The data:
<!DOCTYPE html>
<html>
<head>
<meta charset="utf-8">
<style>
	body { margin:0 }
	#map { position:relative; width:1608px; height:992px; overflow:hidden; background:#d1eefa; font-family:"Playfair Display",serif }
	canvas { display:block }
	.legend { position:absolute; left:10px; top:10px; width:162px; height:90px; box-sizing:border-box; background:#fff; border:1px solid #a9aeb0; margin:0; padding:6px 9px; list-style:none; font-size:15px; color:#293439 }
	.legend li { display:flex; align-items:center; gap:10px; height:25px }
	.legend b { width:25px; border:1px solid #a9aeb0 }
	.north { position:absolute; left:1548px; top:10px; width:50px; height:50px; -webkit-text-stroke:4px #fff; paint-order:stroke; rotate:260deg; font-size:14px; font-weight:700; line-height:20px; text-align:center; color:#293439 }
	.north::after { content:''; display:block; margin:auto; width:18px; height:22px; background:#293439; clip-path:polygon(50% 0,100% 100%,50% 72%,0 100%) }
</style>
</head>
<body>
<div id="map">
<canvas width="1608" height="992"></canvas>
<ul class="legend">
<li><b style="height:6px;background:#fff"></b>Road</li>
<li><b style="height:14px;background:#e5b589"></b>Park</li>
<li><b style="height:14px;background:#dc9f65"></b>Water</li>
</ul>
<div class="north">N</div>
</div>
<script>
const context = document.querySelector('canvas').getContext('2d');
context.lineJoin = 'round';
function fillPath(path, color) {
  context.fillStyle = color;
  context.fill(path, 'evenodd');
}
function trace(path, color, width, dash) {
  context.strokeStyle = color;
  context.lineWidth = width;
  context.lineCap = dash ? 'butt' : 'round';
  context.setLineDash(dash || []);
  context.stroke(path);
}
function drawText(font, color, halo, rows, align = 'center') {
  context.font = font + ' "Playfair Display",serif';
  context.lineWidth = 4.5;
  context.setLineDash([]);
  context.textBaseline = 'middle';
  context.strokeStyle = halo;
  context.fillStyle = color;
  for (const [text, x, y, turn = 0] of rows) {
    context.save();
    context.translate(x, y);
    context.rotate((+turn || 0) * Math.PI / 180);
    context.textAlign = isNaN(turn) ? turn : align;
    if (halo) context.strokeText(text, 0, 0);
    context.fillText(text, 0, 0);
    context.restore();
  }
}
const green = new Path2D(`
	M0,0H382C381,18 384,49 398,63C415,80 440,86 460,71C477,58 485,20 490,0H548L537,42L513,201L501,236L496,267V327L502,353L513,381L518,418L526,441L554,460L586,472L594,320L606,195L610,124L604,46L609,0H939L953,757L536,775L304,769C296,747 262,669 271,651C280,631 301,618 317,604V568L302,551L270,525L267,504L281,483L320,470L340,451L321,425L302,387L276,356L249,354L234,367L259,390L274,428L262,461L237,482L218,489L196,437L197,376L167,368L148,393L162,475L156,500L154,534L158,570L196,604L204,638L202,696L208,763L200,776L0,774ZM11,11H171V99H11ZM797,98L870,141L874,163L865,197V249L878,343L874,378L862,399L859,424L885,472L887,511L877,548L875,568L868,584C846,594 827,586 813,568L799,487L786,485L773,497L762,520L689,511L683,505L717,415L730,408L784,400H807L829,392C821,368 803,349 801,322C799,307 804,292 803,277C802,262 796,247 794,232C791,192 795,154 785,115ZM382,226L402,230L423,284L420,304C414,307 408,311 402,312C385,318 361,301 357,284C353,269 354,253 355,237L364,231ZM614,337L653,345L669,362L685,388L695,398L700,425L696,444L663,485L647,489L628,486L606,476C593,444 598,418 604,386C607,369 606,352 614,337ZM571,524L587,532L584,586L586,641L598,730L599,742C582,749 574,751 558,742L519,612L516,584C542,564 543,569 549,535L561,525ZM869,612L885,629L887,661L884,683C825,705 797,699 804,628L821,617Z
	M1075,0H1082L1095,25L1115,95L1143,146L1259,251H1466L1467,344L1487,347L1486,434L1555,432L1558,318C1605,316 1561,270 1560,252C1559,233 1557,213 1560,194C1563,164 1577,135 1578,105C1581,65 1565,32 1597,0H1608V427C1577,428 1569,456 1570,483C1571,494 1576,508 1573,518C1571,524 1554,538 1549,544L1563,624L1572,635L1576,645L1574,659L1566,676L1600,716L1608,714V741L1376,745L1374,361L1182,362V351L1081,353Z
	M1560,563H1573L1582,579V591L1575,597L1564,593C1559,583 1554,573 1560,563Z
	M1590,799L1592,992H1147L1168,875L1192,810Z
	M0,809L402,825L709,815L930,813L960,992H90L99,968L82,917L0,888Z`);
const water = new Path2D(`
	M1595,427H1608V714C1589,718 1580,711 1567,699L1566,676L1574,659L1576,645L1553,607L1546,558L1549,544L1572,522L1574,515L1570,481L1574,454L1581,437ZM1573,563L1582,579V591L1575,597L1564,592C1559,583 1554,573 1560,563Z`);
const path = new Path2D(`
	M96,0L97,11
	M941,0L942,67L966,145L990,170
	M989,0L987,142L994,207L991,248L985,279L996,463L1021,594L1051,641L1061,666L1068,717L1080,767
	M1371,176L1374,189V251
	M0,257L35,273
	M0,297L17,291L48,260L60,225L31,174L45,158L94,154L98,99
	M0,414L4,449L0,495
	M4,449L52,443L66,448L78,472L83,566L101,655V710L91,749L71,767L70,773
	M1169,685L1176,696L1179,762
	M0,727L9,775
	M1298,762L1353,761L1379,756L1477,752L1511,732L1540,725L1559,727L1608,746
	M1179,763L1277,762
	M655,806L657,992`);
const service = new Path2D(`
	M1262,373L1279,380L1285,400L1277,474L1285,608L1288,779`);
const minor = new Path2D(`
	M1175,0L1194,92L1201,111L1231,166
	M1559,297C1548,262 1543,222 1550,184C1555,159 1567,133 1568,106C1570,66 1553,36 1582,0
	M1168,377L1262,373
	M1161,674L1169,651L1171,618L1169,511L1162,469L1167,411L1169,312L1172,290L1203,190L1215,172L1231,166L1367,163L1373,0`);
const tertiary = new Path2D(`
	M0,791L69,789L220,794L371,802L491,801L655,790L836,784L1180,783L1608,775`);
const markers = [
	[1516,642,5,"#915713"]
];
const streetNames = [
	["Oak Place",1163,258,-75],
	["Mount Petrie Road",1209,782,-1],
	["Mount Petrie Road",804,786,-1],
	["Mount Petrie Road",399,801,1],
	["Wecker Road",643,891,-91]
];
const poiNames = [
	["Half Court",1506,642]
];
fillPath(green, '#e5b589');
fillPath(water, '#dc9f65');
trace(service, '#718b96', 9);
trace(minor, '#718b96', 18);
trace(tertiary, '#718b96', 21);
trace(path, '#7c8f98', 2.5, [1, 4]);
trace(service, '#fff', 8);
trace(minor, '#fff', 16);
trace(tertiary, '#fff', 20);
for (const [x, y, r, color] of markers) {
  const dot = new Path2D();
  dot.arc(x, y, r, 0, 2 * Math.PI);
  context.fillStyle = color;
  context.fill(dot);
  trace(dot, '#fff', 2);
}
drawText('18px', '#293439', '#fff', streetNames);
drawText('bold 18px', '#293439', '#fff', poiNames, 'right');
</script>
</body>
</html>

Your goal: Please give an exact copy of the lines above, beginning with the line containing "width:25px; border:1px solid" and running through the line containing "context.rotate((+turn || 0)", and of no other lines.

Response for this exercise:
	.legend b { width:25px; border:1px solid #a9aeb0 }
	.north { position:absolute; left:1548px; top:10px; width:50px; height:50px; -webkit-text-stroke:4px #fff; paint-order:stroke; rotate:260deg; font-size:14px; font-weight:700; line-height:20px; text-align:center; color:#293439 }
	.north::after { content:''; display:block; margin:auto; width:18px; height:22px; background:#293439; clip-path:polygon(50% 0,100% 100%,50% 72%,0 100%) }
</style>
</head>
<body>
<div id="map">
<canvas width="1608" height="992"></canvas>
<ul class="legend">
<li><b style="height:6px;background:#fff"></b>Road</li>
<li><b style="height:14px;background:#e5b589"></b>Park</li>
<li><b style="height:14px;background:#dc9f65"></b>Water</li>
</ul>
<div class="north">N</div>
</div>
<script>
const context = document.querySelector('canvas').getContext('2d');
context.lineJoin = 'round';
function fillPath(path, color) {
  context.fillStyle = color;
  context.fill(path, 'evenodd');
}
function trace(path, color, width, dash) {
  context.strokeStyle = color;
  context.lineWidth = width;
  context.lineCap = dash ? 'butt' : 'round';
  context.setLineDash(dash || []);
  context.stroke(path);
}
function drawText(font, color, halo, rows, align = 'center') {
  context.font = font + ' "Playfair Display",serif';
  context.lineWidth = 4.5;
  context.setLineDash([]);
  context.textBaseline = 'middle';
  context.strokeStyle = halo;
  context.fillStyle = color;
  for (const [text, x, y, turn = 0] of rows) {
    context.save();
    context.translate(x, y);
    context.rotate((+turn || 0) * Math.PI / 180);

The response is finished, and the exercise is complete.